THURSDAY FEBRUARY 18
Back home in the country from a long day at the hospital. The word from the oncologist was pretty grim. Ruthie is in Stage Four. They rushed Ruthie into radiation therapy at once after he read her latest MRI results. We have to hope and pray they can knock out the cancer in her brain so they can start with chemotherapy to work on the cancer elsewhere. The oncologist was staggered by how aggressive this cancer is. Five weeks ago, there was scarcely a sign of this on her MRI. And now, it’s in a number of places.
I wish I had the words to express how brave my sister is. I write this through tears tonight — tears not of sadness for her, though God knows that’s there, but tears of admiration. Who among us could get such news today, and react with such evenness? Not me. She apologized to her husband, saying softly, “I’m sorry, I was hoping for better news.” Later in the day, I spoke with Dr. Tim Lindsey, her GP, and we talked about how astonishingly courageous she’s been throughout this short, terrible ordeal. He went on about how she’s not wanted to hide from anything, and how she’s withstood horrific blows without bowing. Dr. Tim and I agreed that there is something miraculous about the witness she’s showing to the rest of us, in how to suffer. He said that however long she has to live, whether it’s weeks or years or decades, her children will always remember the courage under fire — Hemingway’s definition of grace — that their mother showed in these days.

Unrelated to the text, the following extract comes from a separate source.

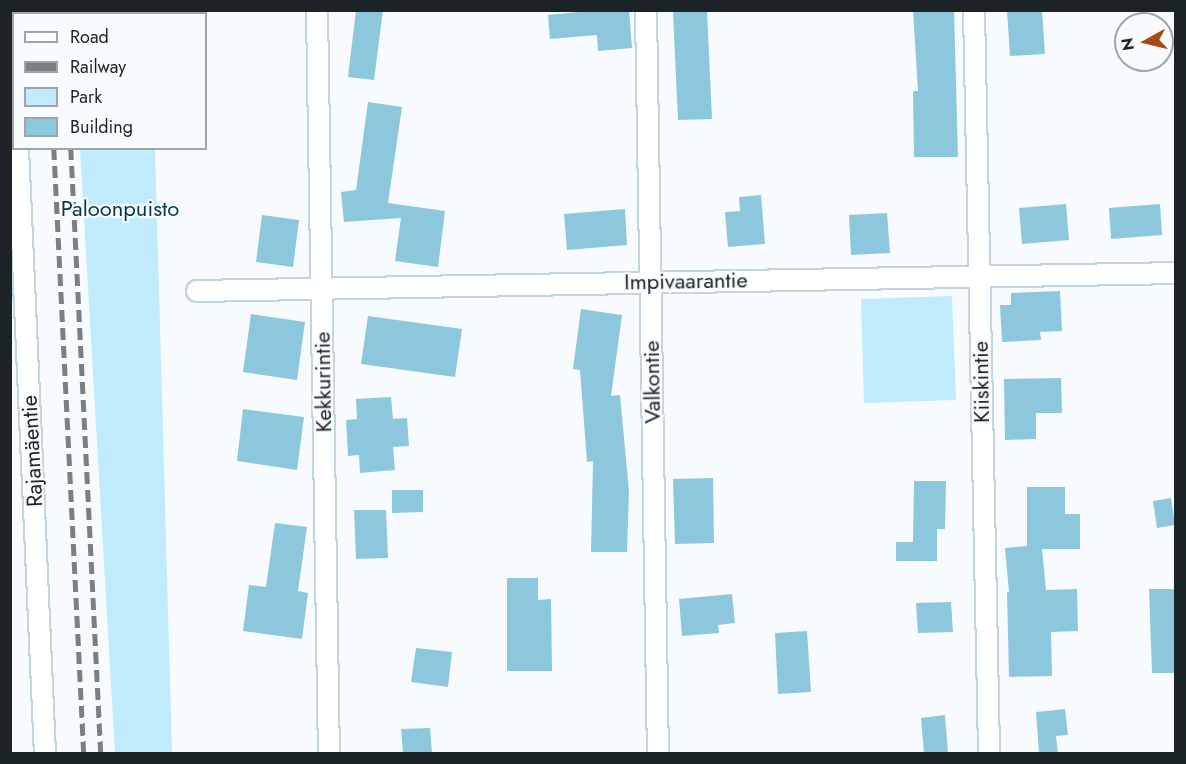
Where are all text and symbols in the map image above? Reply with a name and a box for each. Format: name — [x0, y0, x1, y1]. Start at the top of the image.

But you know, she’s not the only one. I am glad you were not there in the hospital today when Ruthie and Mike told their girls the news. You can imagine how heartbreaking it was for everyone. And yet, the moment passed. The children’s father, Mike, is hurting hard, but he’s also holding up his little family. This is the man who got the Bronze Star in Iraq for the incredible work he did supporting fellow troops logistically. He is tempered steel. These three girls — Hannah, Claire and Rebekah — are ravaged by grief, but they are also rallying to their mother’s side. The way that family is coming together for each other now is so beautiful and poignant it hurts to look at it, but you can’t look away because there is a lesson in truth and love, and indeed in life, playing out for us all.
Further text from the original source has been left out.